SNMP Traps coming in as experimental

This support forum board is for support questions relating to Nagios XI, our flagship commercial network monitoring solution.
User avatar
WillemDH
Posts: 2320
Joined: Wed Mar 20, 2013 5:49 am
Location: Ghent
Contact:

SNMP Traps coming in as experimental

Post by WillemDH »

Hello,

Could I get some help troubleshooting this issue. I configured a brocade switch to send an snmp trap every minute. I imported several MIB files, first in the wrong sequence, as some seemed to be dependant of others. I was able to import them without errors, the traps are coming in the service, but the description of the trap is always "5 / experimental.94.1.8.1.4.16.0.0.39.248.11.151.208.0.0.0.0.0.0.0.0.3 ():5"
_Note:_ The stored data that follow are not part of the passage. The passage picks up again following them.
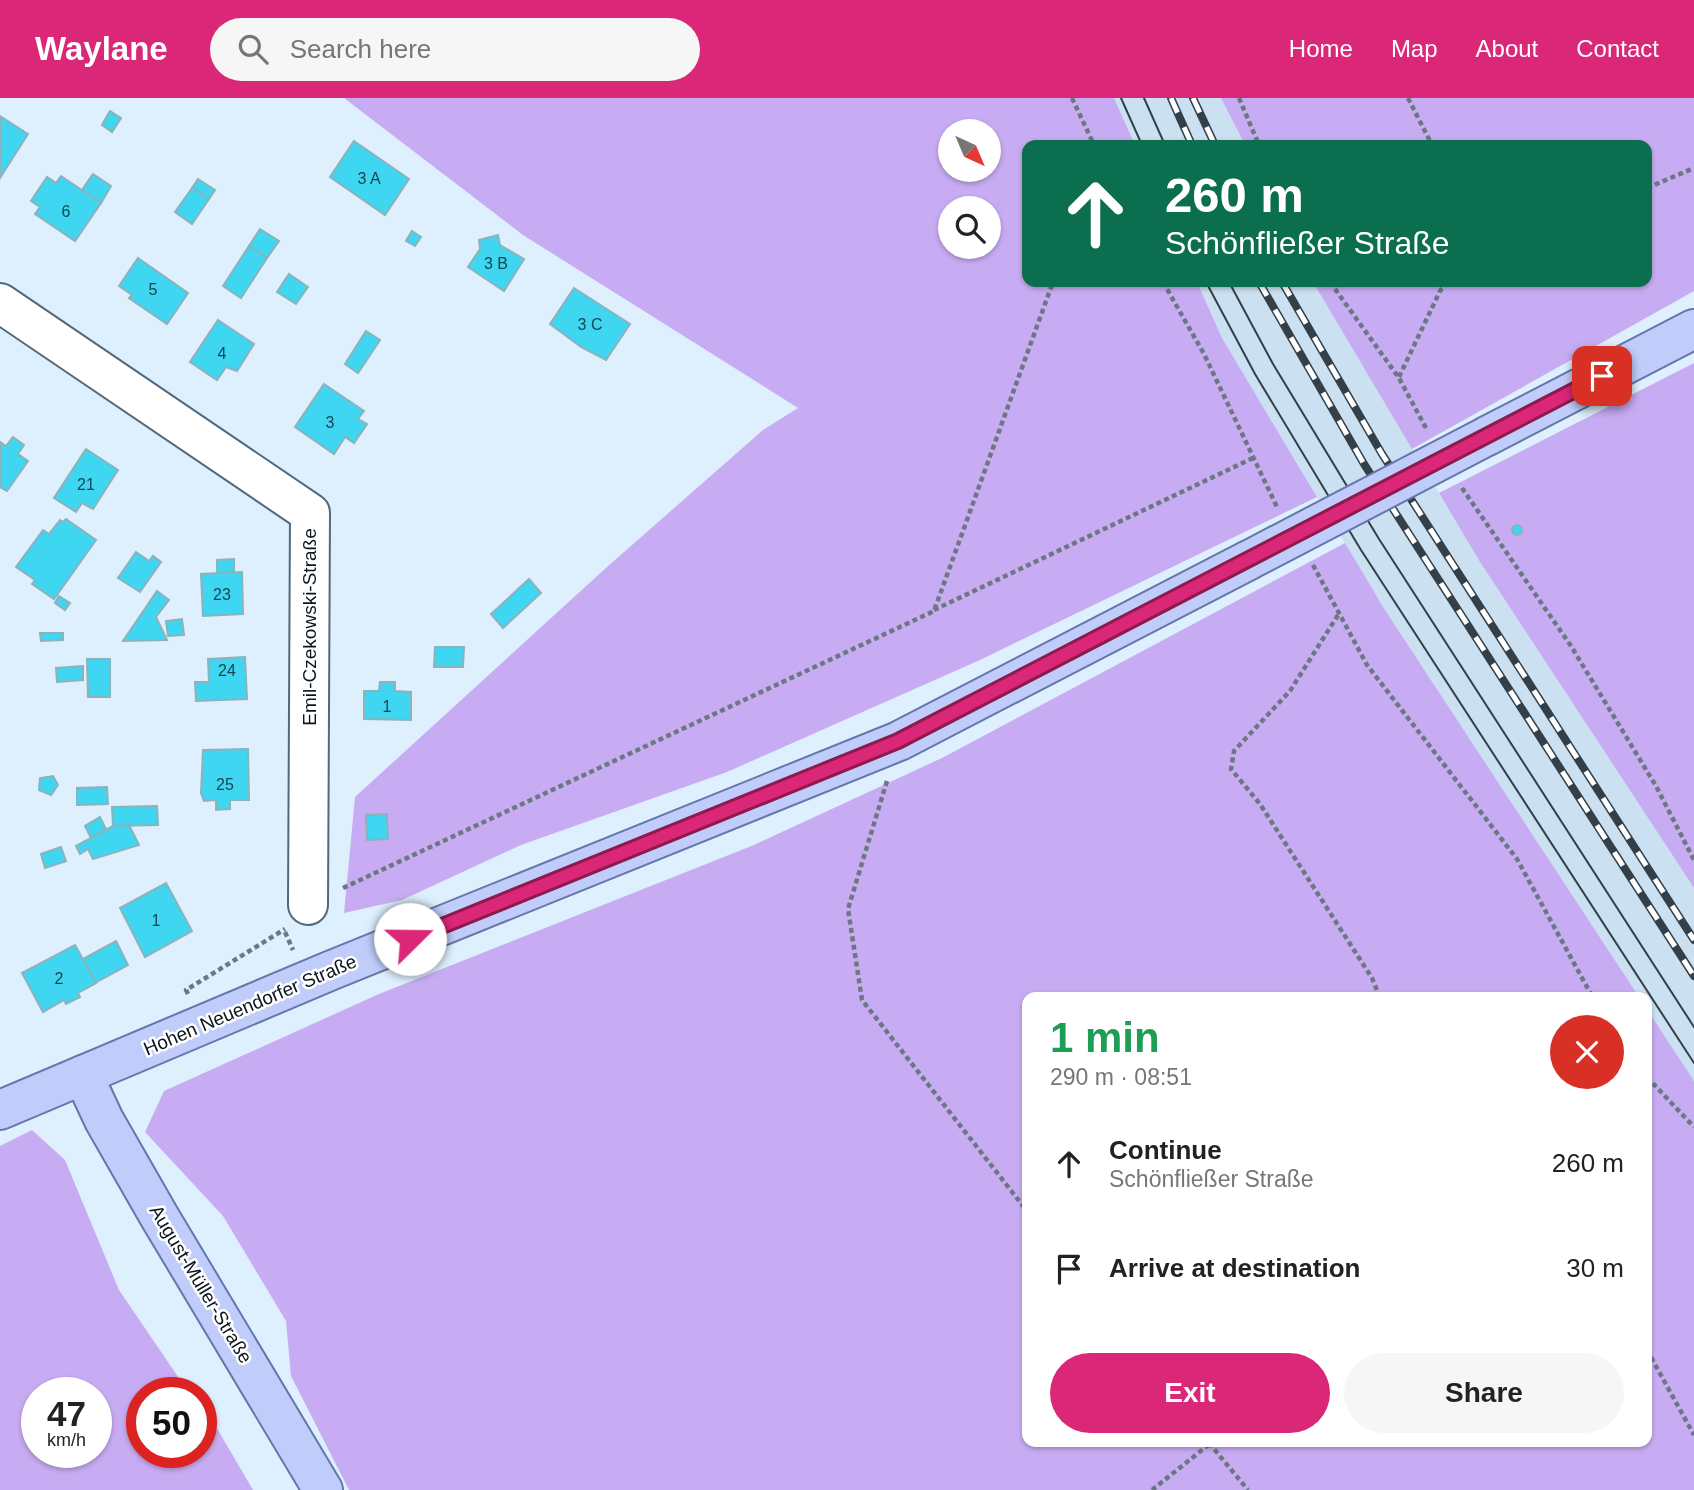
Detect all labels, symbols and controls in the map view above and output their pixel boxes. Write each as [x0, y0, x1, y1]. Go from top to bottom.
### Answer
search box [210, 18, 700, 81]
text: Waylane [35, 30, 168, 67]
icon: search [234, 30, 272, 68]
text: Search here [290, 34, 431, 64]
text: Home [1289, 35, 1353, 62]
text: Map [1391, 35, 1438, 62]
text: About [1476, 35, 1538, 62]
text: Contact [1576, 35, 1659, 62]
north arrow [938, 119, 1001, 182]
map controls [938, 119, 1001, 259]
icon: ahead [1050, 168, 1141, 259]
text: 260 m [1165, 168, 1304, 222]
house number: 3 A [357, 170, 381, 187]
button: search [938, 196, 1001, 259]
house number: 6 [62, 203, 71, 220]
text: Schönfließer Straße [1165, 225, 1450, 261]
house number: 3 B [484, 255, 508, 272]
house number: 5 [149, 281, 158, 298]
house number: 3 C [578, 316, 602, 333]
house number: 4 [218, 345, 227, 362]
pin [1572, 346, 1632, 406]
icon: arrive [1583, 357, 1621, 395]
house number: 3 [326, 414, 335, 431]
house number: 21 [77, 476, 95, 493]
street label: Emil-Czekowski-Straße [299, 528, 320, 726]
house number: 23 [213, 586, 231, 603]
house number: 24 [218, 662, 236, 679]
house number: 1 [383, 698, 392, 715]
house number: 25 [216, 776, 234, 793]
position arrow [373, 902, 447, 976]
house number: 1 [152, 912, 161, 929]
street label: Hohen Neuendorfer Straße [140, 951, 360, 1059]
house number: 2 [55, 970, 64, 987]
text: 1 min [1050, 1014, 1160, 1061]
button: close [1550, 1015, 1624, 1089]
text: 290 m · 08:51 [1050, 1064, 1192, 1090]
text: Continue [1109, 1135, 1222, 1165]
icon: ahead [1050, 1145, 1088, 1183]
text: 260 m [1552, 1148, 1624, 1178]
text: Schönfließer Straße [1109, 1166, 1314, 1192]
street label: August-Müller-Straße [146, 1201, 256, 1367]
icon: arrive [1050, 1250, 1088, 1288]
text: Arrive at destination [1109, 1253, 1360, 1283]
text: 30 m [1566, 1253, 1624, 1283]
button: Exit [1050, 1353, 1330, 1433]
button: Share [1344, 1353, 1624, 1433]
speed limit sign: 50 [126, 1377, 217, 1468]
text: 47 [47, 1394, 86, 1433]
text: km/h [47, 1430, 86, 1450]

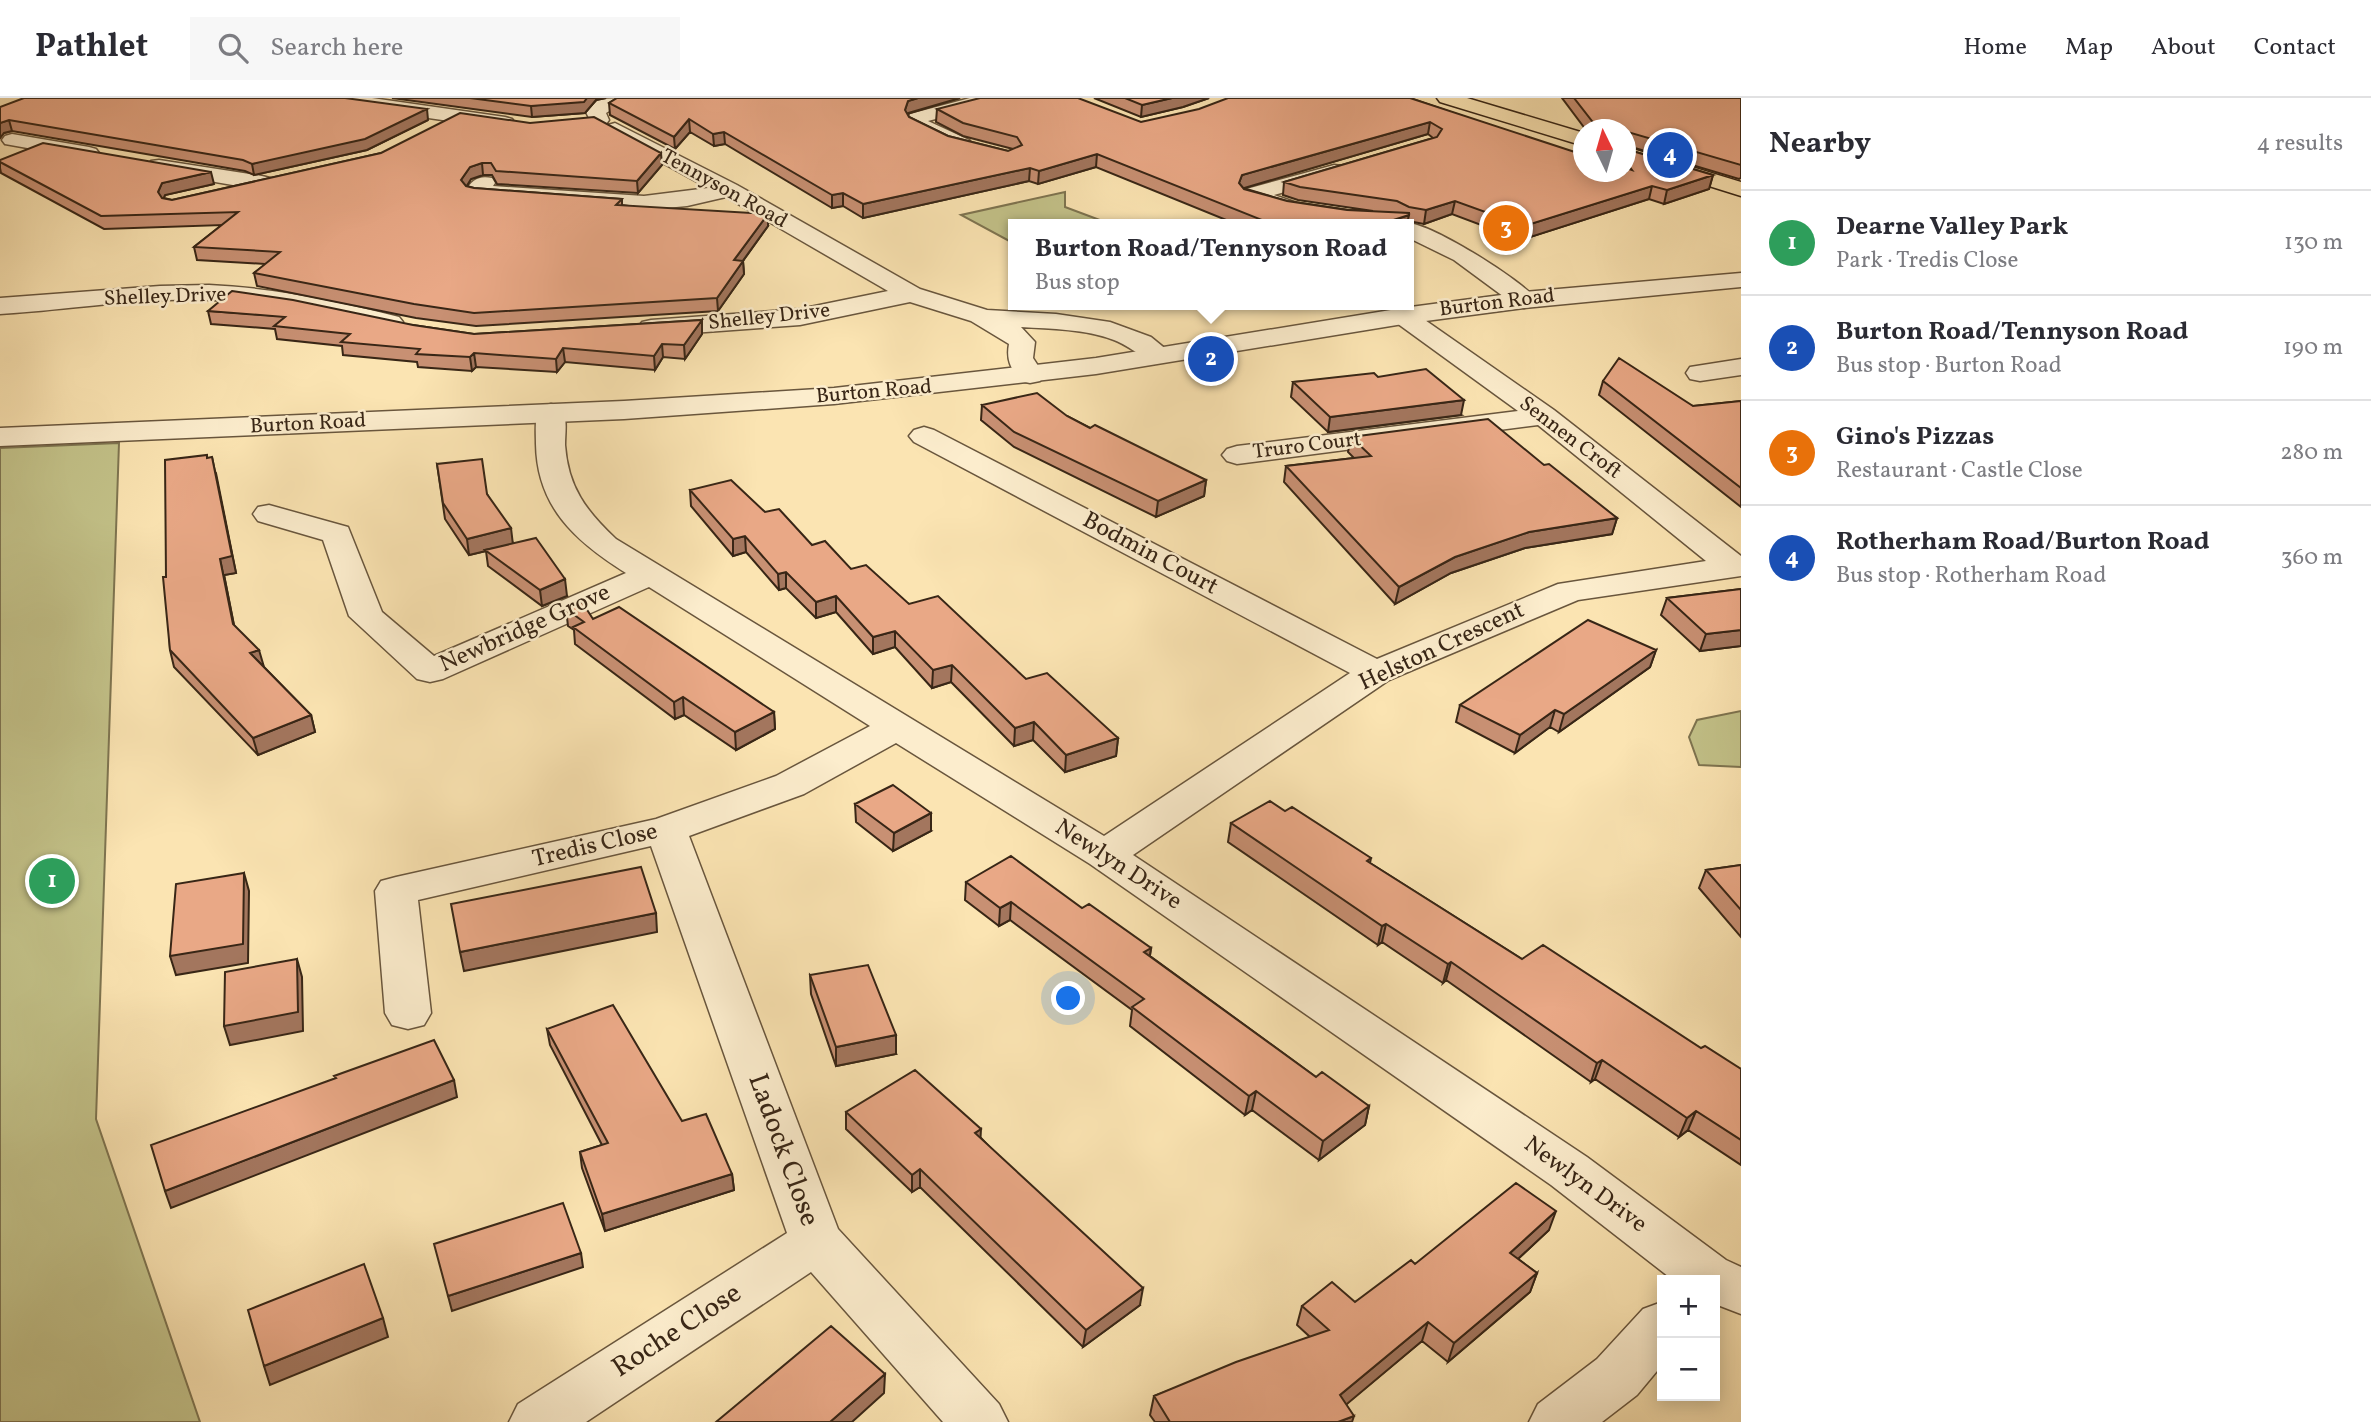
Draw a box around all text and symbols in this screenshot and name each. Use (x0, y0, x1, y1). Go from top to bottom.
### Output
search box (190, 17, 680, 80)
text: Pathlet (35, 25, 148, 71)
icon: search (214, 29, 252, 67)
text: Search here (270, 30, 403, 66)
text: Home (1963, 31, 2027, 65)
text: Map (2065, 31, 2113, 65)
text: About (2151, 31, 2216, 65)
text: Contact (2254, 31, 2336, 65)
north arrow (1573, 119, 1636, 182)
text: Nearby (1769, 123, 1871, 165)
text: 4 results (2257, 128, 2343, 160)
pin: 4 (1647, 129, 1693, 181)
street label: Tennyson Road (655, 142, 793, 236)
pin: 3 (1483, 202, 1529, 254)
text: Dearne Valley Park (1836, 209, 2068, 245)
popup (1008, 219, 1414, 310)
text: 1 (1787, 227, 1797, 259)
text: 130 m (2284, 227, 2343, 259)
text: Burton Road/Tennyson Road (1035, 231, 1387, 267)
text: Park · Tredis Close (1836, 245, 2018, 277)
text: Bus stop (1035, 267, 1120, 299)
street label: Shelley Drive (103, 280, 227, 314)
street label: Burton Road (1438, 282, 1556, 324)
street label: Shelley Drive (707, 296, 832, 338)
text: Burton Road/Tennyson Road (1836, 314, 2188, 350)
text: 2 (1786, 332, 1798, 364)
text: 190 m (2283, 332, 2343, 364)
pin: 2 (1188, 333, 1234, 385)
text: Bus stop · Burton Road (1836, 350, 2062, 382)
street label: Burton Road (815, 372, 933, 412)
street label: Sennen Croft (1513, 390, 1627, 486)
street label: Burton Road (249, 406, 367, 442)
text: Gino's Pizzas (1836, 419, 1994, 455)
street label: Truro Court (1251, 425, 1363, 467)
text: 3 (1786, 437, 1798, 469)
text: 280 m (2280, 437, 2343, 469)
text: Restaurant · Castle Close (1836, 455, 2083, 487)
street label: Bodmin Court (1076, 504, 1224, 604)
text: Rotherham Road/Burton Road (1836, 524, 2210, 560)
text: 4 (1785, 542, 1799, 574)
text: 360 m (2281, 542, 2343, 574)
text: Bus stop · Rotherham Road (1836, 560, 2106, 592)
street label: Newbridge Grove (434, 576, 616, 682)
street label: Helston Crescent (1354, 594, 1530, 700)
street label: Newlyn Drive (1048, 811, 1188, 919)
street label: Tredis Close (529, 815, 661, 877)
pin: 1 (29, 855, 75, 907)
your location (1051, 981, 1085, 1015)
street label: Ladock Close (737, 1068, 829, 1232)
street label: Newlyn Drive (1516, 1129, 1654, 1241)
street label: Roche Close (604, 1274, 750, 1388)
map controls (1657, 1275, 1720, 1401)
button: + (1657, 1275, 1720, 1338)
button: − (1657, 1338, 1720, 1401)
I have no idea where this is coming from. The description shopuld be somthing like "temperature above thresholds." SOmehow the trap translation is confused somewhere.

Any tips how to troubleshoot this? I used http://assets.nagios.com/downloads/nagi ... ios_XI.pdf
In the snmpttunknown.log, there are no entries. In the snmptt.log I can see the traps coming in:

Code: Select all

Mon Jan 12 16:11:06 2015 .1.3.6.1.3.94.0.5 Normal "Status Events" dg_brocade - 5
Mon Jan 12 16:11:36 2015 .1.3.6.1.3.94.0.5 Normal "Status Events" dg1_brocade02 - 5
Mon Jan 12 16:12:06 2015 .1.3.6.1.3.94.0.5 Normal "Status Events" dg1_brocade02 - 5
Mon Jan 12 16:12:36 2015 .1.3.6.1.3.94.0.5 Normal "Status Events" dg1_brocade02 - 5
Mon Jan 12 16:13:07 2015 .1.3.6.1.3.94.0.5 Normal "Status Events" dg1_brocade02 - 5
Mon Jan 12 16:13:37 2015 .1.3.6.1.3.94.0.5 Normal "Status Events" dg1_brocade02 - 5
Mon Jan 12 16:14:07 2015 .1.3.6.1.3.94.0.5 Normal "Status Events" dg1_brocade02 - 5
Mon Jan 12 16:14:37 2015 .1.3.6.1.3.94.0.5 Normal "Status Events" dg1_brocade02 - 5
Mon Jan 12 16:15:08 2015 .1.3.6.1.3.94.0.5 Normal "Status Events" dg1_brocade02 - 5
Mon Jan 12 16:15:38 2015 .1.3.6.1.3.94.0.5 Normal "Status Events" dg1_brocade02 - 5
Mon Jan 12 16:16:08 2015 .1.3.6.1.3.94.0.5 Normal "Status Events" dg1_brocade02 - 5
Mon Jan 12 16:16:38 2015 .1.3.6.1.3.94.0.5 Normal "Status Events" dg1_brocade02 - 5
Mon Jan 12 16:17:09 2015 .1.3.6.1.3.94.0.5 Normal "Status Events" dg1_brocade02 - 5
Mon Jan 12 16:17:45 2015 .1.3.6.1.3.94.0.5 Normal "Status Events" dg1_brocade02 - 5
Mon Jan 12 16:17:45 2015 .1.3.6.1.3.94.0.5 Normal "Status Events" dg1_brocade02 - 5
Mon Jan 12 16:22:10 2015 .1.3.6.1.3.94.0.5 Normal "Status Events" dg1_brocade02 - 5
Thanks for any help on this.

Grtz

Willem
Nagios XI 5.8.1
https://outsideit.net
bdgoecke
Posts: 36
Joined: Wed Oct 22, 2014 3:41 pm

Re: SNMP Traps coming in as experimental

Post by bdgoecke »

Could we see your /etc/snmp/snmptt.conf ?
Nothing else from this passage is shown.